WORK ITEM
Among the entries below, how many lines contain the string "built"? Only the number, please.

......

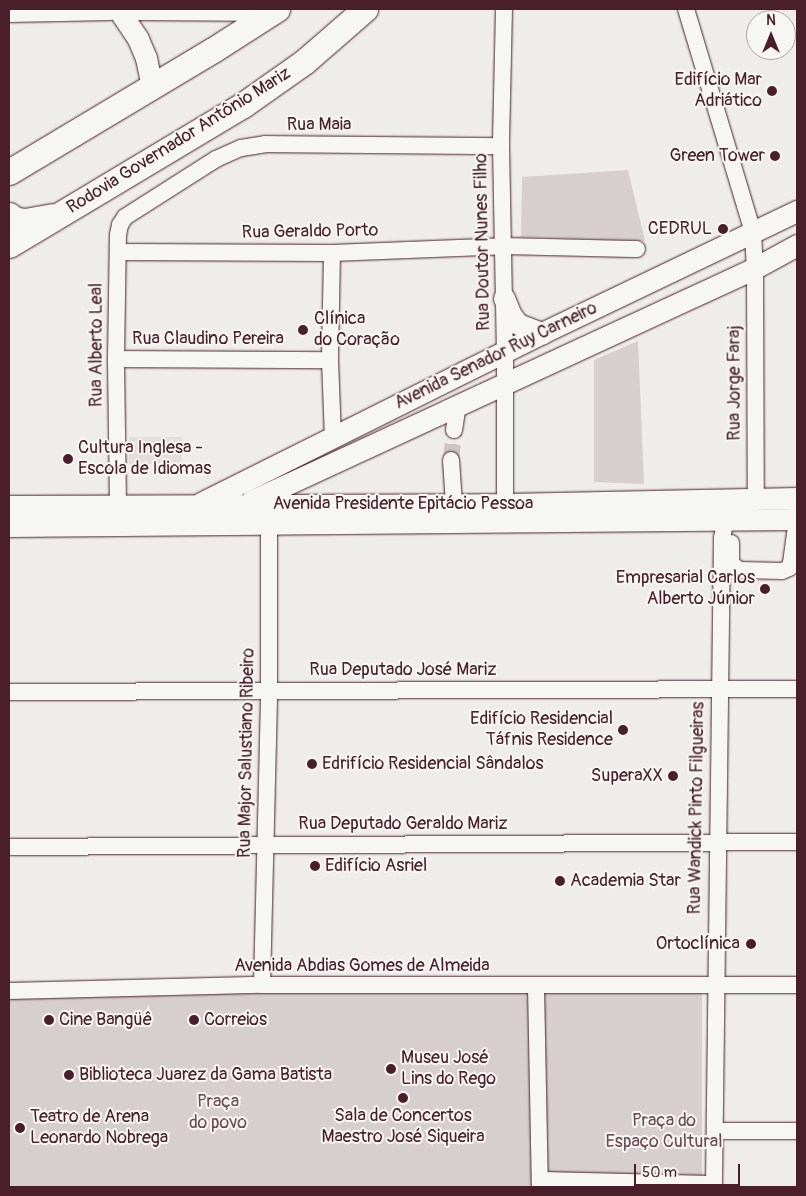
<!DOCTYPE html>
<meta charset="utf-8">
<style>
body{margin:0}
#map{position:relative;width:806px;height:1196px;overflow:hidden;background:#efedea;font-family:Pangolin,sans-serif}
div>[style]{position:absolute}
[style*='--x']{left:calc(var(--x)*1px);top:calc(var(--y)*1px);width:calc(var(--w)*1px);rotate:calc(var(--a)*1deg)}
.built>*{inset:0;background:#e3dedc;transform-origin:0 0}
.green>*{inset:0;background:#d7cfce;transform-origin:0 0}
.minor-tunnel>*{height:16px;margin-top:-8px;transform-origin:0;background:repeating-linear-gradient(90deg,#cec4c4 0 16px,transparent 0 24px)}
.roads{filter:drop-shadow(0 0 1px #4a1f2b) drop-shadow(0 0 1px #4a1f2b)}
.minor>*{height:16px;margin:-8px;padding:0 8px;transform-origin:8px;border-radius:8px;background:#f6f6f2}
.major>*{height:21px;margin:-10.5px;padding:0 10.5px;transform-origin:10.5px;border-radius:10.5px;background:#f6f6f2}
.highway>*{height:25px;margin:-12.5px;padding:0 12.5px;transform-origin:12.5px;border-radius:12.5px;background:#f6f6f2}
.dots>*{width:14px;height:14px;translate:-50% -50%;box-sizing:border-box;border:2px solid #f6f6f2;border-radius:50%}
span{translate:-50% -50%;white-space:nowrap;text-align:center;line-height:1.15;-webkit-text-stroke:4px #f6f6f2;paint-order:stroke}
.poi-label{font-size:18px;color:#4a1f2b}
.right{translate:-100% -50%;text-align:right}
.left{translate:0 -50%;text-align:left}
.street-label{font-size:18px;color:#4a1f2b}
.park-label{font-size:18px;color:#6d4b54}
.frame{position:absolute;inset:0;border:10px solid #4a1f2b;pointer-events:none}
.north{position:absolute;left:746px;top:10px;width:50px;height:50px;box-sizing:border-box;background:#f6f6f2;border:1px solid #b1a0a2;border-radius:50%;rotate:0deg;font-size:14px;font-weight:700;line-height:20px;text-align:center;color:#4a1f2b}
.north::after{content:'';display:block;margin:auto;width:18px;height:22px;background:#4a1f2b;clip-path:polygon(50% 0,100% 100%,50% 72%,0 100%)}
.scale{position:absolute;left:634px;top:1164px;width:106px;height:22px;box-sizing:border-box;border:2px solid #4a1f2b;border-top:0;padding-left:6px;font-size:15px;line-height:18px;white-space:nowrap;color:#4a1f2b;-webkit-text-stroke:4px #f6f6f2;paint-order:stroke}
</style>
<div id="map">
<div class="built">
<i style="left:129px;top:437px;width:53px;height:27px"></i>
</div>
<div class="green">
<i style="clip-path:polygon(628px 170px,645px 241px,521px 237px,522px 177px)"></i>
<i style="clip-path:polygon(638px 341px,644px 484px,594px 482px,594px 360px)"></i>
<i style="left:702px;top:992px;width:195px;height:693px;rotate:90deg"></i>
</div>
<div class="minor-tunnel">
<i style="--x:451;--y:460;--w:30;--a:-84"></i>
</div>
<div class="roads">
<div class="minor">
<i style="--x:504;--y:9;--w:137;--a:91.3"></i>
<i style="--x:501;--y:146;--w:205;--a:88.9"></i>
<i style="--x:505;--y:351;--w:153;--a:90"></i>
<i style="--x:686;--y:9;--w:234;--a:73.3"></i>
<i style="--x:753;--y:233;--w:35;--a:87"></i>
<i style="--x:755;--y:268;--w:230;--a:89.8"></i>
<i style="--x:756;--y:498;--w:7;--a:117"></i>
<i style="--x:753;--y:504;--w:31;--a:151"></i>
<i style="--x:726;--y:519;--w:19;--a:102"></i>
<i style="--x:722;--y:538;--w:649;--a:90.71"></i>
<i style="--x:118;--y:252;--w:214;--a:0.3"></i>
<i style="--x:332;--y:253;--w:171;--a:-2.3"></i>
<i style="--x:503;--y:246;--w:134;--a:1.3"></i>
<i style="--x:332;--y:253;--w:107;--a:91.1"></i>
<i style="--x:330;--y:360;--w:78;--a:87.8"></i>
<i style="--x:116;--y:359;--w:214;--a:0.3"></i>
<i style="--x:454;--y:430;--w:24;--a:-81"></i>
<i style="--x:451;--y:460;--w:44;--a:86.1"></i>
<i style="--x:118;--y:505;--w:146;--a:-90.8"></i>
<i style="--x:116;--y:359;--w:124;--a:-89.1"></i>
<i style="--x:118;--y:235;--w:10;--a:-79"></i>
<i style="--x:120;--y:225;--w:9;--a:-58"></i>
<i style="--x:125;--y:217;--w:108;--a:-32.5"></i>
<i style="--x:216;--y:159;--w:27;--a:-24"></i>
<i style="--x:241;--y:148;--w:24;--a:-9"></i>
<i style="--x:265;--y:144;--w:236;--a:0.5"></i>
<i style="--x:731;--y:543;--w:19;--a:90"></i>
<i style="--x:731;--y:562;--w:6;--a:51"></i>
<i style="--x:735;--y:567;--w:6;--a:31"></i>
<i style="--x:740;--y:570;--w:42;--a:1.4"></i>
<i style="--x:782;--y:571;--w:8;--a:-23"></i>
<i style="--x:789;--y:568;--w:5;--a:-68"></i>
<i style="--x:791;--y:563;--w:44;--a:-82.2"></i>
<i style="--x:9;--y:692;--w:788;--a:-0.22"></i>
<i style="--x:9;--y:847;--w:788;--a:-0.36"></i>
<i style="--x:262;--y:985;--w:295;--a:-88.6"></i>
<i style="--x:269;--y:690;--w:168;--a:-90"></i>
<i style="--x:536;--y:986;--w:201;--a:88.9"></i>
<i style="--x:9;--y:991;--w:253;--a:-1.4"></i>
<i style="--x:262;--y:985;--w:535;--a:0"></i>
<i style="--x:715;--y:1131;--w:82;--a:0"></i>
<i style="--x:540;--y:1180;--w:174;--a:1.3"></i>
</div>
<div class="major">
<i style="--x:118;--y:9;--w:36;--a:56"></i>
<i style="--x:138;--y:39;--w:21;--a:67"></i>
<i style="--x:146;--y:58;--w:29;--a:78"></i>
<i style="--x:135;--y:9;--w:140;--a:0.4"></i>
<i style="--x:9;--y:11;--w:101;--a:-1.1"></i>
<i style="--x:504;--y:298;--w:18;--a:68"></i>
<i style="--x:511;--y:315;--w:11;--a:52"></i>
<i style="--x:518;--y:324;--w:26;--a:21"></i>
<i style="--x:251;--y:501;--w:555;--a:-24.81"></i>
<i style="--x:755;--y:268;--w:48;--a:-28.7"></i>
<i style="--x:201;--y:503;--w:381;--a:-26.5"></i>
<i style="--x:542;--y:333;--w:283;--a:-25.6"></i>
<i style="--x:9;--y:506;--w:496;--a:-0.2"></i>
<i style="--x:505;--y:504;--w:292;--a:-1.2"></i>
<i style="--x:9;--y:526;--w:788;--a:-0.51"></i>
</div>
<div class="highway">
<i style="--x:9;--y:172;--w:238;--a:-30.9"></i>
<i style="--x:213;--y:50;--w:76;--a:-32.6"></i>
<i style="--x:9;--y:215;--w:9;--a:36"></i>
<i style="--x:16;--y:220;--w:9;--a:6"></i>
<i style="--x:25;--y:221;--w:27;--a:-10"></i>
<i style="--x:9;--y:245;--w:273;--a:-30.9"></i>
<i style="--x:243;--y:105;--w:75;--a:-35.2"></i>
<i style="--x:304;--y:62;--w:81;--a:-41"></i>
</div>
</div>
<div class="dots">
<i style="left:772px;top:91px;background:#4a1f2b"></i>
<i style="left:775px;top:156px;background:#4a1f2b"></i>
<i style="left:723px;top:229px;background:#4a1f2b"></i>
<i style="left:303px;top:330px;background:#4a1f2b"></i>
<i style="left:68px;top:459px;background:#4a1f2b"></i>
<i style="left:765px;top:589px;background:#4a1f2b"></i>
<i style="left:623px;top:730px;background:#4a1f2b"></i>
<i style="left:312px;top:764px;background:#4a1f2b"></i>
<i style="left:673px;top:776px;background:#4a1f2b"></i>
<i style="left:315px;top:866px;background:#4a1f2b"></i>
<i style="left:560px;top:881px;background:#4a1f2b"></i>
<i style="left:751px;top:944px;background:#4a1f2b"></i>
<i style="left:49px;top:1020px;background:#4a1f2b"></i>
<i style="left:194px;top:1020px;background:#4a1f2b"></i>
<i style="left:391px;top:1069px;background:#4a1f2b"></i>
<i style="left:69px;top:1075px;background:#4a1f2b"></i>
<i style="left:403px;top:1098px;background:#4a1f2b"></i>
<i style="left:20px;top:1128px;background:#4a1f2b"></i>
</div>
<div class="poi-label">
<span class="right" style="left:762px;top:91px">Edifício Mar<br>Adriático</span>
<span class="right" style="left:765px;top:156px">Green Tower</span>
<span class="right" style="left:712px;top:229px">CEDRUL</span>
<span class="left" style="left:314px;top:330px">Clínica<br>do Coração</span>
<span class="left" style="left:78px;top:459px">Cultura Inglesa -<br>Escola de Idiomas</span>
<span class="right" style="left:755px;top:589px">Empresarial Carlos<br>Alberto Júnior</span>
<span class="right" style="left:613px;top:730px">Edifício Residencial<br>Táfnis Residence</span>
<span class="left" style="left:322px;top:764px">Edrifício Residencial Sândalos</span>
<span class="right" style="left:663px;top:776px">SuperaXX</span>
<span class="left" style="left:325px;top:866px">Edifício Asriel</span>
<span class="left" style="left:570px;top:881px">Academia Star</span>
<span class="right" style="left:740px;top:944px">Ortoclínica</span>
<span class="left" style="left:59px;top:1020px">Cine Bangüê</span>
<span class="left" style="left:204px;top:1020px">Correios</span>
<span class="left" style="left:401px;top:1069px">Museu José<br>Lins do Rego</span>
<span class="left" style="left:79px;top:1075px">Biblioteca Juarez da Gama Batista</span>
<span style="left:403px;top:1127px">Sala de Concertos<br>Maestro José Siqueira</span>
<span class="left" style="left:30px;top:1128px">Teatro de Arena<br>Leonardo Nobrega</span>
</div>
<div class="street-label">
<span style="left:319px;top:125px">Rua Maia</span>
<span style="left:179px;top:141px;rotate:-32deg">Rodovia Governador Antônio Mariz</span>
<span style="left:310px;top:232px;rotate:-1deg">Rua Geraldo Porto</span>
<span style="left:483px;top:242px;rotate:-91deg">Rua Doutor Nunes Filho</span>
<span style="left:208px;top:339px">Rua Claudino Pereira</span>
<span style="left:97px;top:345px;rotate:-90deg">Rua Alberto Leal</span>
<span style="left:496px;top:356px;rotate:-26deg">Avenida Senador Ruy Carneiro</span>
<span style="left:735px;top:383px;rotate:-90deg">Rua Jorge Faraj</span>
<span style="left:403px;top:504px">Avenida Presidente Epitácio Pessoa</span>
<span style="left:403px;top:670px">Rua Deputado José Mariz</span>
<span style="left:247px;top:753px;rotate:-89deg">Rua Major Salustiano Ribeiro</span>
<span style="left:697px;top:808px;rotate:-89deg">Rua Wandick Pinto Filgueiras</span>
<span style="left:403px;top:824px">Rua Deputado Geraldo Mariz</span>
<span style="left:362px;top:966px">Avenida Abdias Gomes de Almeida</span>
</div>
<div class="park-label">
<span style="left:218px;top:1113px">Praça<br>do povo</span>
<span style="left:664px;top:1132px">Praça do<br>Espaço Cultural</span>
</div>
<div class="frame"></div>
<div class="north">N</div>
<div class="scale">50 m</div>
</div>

......

EXPECTED OUTPUT
2